NESCOE highlighted five studies and summarized their findings, starting with a September 2019 report by The Brattle Group funded by the Coalition for Community Solar Access, which found that “annual clean energy resource additions need to increase by a factor of four to eight times the current level to achieve 2050 carbon emissions reduction goals.”

The second report covered deep decarbonization through increased coordination with Hydro-Québec and was funded by the utility and Sustainable Development Solutions Network. It found that “more interconnections between the Northeast and HQ may be a less expensive approach to decarbonization than an alternative with an even greater reliance on offshore wind and solar.”

NESCOE also highlighted a study of deep decarbonization in California by E3, which it said found the least-cost electricity portfolio to meet California’s 2050 economy-wide greenhouse gas goals includes 17 to 35 GW of natural gas generation capacity for reliability — compared with the state’s current 29-GW natural gas fleet.

The fourth study cited was funded by NRG Energy, wherein Brattle examined the forward clean energy market design concept, finding that “broad competition will minimize the costs of achieving carbon goals.”

Finally, D’Antonio brought up a 2018 study by the Northeast States for Coordinated Air Use Management on greenhouse gas mitigation in New England. The white paper found that immediate action is required and recommended electrifying end-use energy consumption.

D’Antonio emphasized that he was sharing information and not endorsing any proposal or study.

New England will need to deeply decarbonize the electric grid in order to ensure that GHG emissions significantly decline from the electric generation sector as the grid experiences a significant increase in load, the study said.

“We really think it’s important to know who your audience is when you do your reporting,” D’Antonio said, adding that the planned grid study should reach a broader audience if NEPOOL and ISO-NE want to achieve economy-wide effects.

Opening the DA Offer Window

ISO-NE proposed to modify the submission deadline for offers and bids in the day-ahead energy market from 10 a.m. to 10:30 a.m. to address feedback from stakeholders.

RTO staffer Dennis Robinson said this modification may afford some suppliers additional time to consider information before finalizing their day-ahead offers and bids.

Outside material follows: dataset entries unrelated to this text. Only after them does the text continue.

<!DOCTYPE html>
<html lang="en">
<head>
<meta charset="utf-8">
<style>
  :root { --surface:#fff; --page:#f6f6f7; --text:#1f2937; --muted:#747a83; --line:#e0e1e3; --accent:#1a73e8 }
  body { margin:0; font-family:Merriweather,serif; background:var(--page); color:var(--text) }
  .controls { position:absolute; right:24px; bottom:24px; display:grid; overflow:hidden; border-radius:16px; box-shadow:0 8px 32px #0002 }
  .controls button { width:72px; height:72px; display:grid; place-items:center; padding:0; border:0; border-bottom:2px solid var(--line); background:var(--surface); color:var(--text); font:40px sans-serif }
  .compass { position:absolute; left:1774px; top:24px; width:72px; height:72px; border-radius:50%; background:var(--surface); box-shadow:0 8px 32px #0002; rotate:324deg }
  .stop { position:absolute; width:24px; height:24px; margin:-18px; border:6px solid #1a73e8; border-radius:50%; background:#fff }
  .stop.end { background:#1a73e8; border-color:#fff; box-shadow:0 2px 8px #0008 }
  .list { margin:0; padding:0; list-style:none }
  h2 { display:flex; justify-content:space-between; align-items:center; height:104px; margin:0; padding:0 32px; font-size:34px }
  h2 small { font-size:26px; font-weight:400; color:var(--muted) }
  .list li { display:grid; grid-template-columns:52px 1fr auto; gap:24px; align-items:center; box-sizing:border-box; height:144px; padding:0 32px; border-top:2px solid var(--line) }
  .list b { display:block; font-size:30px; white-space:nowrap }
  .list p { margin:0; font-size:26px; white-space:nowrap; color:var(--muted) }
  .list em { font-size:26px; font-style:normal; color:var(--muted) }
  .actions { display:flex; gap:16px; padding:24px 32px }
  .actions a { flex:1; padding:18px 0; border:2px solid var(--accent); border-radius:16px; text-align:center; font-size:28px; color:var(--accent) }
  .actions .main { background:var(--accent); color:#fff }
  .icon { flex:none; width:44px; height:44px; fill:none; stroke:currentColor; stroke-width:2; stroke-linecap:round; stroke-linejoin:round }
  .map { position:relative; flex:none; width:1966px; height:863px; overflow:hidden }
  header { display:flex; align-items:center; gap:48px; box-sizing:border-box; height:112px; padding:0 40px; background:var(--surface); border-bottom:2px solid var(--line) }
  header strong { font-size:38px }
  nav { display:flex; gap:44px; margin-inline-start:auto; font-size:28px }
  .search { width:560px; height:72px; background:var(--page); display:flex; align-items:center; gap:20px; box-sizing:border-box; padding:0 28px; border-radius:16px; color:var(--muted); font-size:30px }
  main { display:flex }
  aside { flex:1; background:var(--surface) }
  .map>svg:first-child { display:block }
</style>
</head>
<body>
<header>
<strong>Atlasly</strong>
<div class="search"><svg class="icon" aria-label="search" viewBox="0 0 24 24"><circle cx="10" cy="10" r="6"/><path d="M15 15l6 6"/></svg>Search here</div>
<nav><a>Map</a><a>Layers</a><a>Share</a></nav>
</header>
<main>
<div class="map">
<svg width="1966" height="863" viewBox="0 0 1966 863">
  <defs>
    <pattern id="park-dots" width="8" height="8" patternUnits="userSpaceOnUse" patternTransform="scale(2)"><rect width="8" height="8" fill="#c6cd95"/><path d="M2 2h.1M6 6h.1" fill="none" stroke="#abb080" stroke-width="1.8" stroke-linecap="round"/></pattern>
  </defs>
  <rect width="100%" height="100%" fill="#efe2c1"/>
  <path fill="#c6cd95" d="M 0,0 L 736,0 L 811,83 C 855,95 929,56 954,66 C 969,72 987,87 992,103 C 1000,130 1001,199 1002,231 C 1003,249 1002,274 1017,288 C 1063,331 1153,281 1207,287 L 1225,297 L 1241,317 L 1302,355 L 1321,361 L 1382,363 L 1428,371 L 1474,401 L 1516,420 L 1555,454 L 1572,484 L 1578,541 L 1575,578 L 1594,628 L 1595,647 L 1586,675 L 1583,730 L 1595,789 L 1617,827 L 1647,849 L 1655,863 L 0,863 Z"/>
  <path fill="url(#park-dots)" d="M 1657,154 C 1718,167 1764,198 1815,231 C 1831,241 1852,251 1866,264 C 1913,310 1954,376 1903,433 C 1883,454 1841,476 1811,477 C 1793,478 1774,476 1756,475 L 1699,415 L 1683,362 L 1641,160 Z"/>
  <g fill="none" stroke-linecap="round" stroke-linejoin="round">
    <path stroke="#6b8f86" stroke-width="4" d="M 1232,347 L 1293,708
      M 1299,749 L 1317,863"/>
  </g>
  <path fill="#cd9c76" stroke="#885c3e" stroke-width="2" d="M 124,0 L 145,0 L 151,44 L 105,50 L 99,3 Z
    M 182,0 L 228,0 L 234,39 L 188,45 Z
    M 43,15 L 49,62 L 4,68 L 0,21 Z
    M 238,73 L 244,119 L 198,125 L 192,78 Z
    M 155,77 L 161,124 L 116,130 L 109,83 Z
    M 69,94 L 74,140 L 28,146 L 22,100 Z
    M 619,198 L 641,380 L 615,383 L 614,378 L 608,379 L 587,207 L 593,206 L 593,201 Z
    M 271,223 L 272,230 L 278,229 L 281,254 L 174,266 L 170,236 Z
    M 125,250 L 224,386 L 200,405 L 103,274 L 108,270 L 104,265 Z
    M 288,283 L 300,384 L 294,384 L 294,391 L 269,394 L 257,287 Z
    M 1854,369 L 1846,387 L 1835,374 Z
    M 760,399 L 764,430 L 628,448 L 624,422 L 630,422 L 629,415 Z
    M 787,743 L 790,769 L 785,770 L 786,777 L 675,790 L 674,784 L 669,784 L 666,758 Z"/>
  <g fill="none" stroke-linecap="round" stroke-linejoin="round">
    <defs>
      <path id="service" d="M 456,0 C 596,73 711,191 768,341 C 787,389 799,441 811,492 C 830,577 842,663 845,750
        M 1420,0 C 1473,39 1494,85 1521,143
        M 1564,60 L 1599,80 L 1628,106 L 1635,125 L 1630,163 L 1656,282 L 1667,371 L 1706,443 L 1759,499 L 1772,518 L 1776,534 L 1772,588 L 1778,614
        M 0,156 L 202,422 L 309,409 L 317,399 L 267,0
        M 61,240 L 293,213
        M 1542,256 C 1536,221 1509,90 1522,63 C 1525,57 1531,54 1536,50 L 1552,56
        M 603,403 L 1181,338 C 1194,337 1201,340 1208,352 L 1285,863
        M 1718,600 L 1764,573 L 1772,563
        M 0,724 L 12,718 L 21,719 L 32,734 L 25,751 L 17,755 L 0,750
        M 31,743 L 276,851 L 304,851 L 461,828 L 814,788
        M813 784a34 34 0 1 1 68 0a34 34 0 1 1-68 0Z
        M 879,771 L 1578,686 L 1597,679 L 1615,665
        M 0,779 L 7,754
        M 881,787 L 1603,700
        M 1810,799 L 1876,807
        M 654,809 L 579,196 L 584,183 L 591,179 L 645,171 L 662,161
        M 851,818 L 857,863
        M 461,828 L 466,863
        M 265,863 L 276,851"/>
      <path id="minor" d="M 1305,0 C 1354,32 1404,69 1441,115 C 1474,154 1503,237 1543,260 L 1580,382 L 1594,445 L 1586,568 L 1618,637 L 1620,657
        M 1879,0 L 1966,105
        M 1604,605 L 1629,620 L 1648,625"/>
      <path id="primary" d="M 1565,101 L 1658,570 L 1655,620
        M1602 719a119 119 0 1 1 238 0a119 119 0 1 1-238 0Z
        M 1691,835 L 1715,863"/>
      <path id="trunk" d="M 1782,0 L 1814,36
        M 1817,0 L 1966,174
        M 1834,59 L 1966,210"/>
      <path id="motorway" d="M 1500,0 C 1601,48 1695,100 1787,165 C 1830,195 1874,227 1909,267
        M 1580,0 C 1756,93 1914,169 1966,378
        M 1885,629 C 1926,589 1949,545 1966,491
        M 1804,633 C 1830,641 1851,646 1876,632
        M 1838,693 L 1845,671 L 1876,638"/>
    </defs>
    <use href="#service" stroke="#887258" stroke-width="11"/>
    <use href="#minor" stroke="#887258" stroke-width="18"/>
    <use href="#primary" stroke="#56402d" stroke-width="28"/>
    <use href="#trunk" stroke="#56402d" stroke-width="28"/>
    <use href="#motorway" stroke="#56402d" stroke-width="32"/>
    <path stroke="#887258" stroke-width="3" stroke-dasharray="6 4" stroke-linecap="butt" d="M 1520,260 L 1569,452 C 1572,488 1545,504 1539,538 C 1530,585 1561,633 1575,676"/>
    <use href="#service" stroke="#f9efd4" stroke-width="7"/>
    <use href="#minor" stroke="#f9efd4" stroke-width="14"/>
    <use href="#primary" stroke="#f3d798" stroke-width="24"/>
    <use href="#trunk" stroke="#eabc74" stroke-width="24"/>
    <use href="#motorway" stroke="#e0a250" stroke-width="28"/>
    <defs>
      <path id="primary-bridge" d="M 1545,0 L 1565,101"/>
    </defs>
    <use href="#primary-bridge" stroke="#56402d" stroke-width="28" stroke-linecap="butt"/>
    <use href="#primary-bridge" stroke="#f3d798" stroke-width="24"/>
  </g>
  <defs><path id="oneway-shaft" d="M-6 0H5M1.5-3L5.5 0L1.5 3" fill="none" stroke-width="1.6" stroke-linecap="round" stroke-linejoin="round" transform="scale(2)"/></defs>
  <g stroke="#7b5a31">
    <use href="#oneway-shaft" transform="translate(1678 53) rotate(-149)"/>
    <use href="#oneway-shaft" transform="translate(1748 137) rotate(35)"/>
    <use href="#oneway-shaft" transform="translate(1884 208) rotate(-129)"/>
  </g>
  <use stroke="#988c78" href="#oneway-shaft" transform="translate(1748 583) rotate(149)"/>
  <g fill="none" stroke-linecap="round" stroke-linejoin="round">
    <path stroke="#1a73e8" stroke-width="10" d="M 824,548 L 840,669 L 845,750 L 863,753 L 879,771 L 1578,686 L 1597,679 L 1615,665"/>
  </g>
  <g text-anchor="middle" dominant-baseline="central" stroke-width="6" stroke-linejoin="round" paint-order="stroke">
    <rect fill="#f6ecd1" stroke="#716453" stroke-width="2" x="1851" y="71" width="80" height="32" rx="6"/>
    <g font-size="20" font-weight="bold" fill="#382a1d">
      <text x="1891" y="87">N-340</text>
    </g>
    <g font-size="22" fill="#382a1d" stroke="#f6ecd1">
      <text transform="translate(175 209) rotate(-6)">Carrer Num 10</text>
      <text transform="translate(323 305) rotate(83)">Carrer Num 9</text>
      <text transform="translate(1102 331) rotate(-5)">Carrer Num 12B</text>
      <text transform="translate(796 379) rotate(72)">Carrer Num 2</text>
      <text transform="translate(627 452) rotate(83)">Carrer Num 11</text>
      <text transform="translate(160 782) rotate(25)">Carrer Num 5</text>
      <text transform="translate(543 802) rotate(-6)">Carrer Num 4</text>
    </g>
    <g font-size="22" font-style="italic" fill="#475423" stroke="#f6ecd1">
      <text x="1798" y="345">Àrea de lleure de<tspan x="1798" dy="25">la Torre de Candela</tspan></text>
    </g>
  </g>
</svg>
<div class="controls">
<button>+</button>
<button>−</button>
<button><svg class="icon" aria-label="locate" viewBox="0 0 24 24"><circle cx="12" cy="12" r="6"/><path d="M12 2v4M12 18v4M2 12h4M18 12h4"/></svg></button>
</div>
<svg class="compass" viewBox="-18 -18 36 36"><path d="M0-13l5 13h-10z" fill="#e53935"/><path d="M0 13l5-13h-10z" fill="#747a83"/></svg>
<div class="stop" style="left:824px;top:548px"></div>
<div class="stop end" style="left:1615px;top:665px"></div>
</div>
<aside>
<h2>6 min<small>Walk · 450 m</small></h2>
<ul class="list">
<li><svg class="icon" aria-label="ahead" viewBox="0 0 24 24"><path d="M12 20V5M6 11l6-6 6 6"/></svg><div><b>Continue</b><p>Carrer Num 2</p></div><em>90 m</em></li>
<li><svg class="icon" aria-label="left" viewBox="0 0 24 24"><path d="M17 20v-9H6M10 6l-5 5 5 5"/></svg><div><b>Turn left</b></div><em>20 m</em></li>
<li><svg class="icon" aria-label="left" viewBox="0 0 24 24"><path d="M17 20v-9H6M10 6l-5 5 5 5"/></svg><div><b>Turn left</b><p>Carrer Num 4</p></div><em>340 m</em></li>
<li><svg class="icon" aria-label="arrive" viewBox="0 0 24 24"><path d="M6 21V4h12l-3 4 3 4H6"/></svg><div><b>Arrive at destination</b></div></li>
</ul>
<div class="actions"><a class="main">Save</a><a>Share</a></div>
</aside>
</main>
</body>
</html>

In addition, ISO-NE will be addressing clean-up revisions in the Tariff, with a proposed effective date of Oct. 1.

“We may have to go back to the 10 a.m. time in 2024 as a result of [Energy Security Improvements] and the new day-ahead ancillary service products in the market, which could also impact the day-ahead market deadlines and time frames,” Robinson said. “We might have optimization of energy storage resources or other changes by 2024 as well.”

The MC will discuss the changes and vote on them at the May meeting ahead of a June vote by the Participants Committee.

Enhancing Info Policy

ISO-NE Corporate Counsel Tyler Barnett presented two proposed enhancements to Section 2.3 of the Information Policy in order to enable the RTO to take quicker action to protect the markets from default and improve communication with stakeholders on the status of defaulting participants emerging from bankruptcy.

The effective date of these revisions is proposed for October.

One proposed change would remove confidentiality restrictions applicable to defaulting participants to enable the RTO to act more quickly and efficiently when emergency judicial or regulatory relief is reasonably necessary, he said.

Another would permit the removal of a market participant from the weekly notification of defaulting parties sent to all market members when the participant’s plan to emerge from bankruptcy has been approved by bankruptcy court and the participant is not otherwise in default.

Court approval of a bankruptcy plan is a practical milestone to mark the end of bankruptcy, as business operations may resume prior to the case file being dismissed, Barnett said.

Accordingly, the weekly information policy notification will more accurately reflect a formerly bankrupt market participant’s status in the markets.

“We’re looking to avoid market confusion,” Barnett said.

The RTO proposes additional discussion before a vote at the June MC meeting ahead of a vote by the PC at its summer meeting in late June.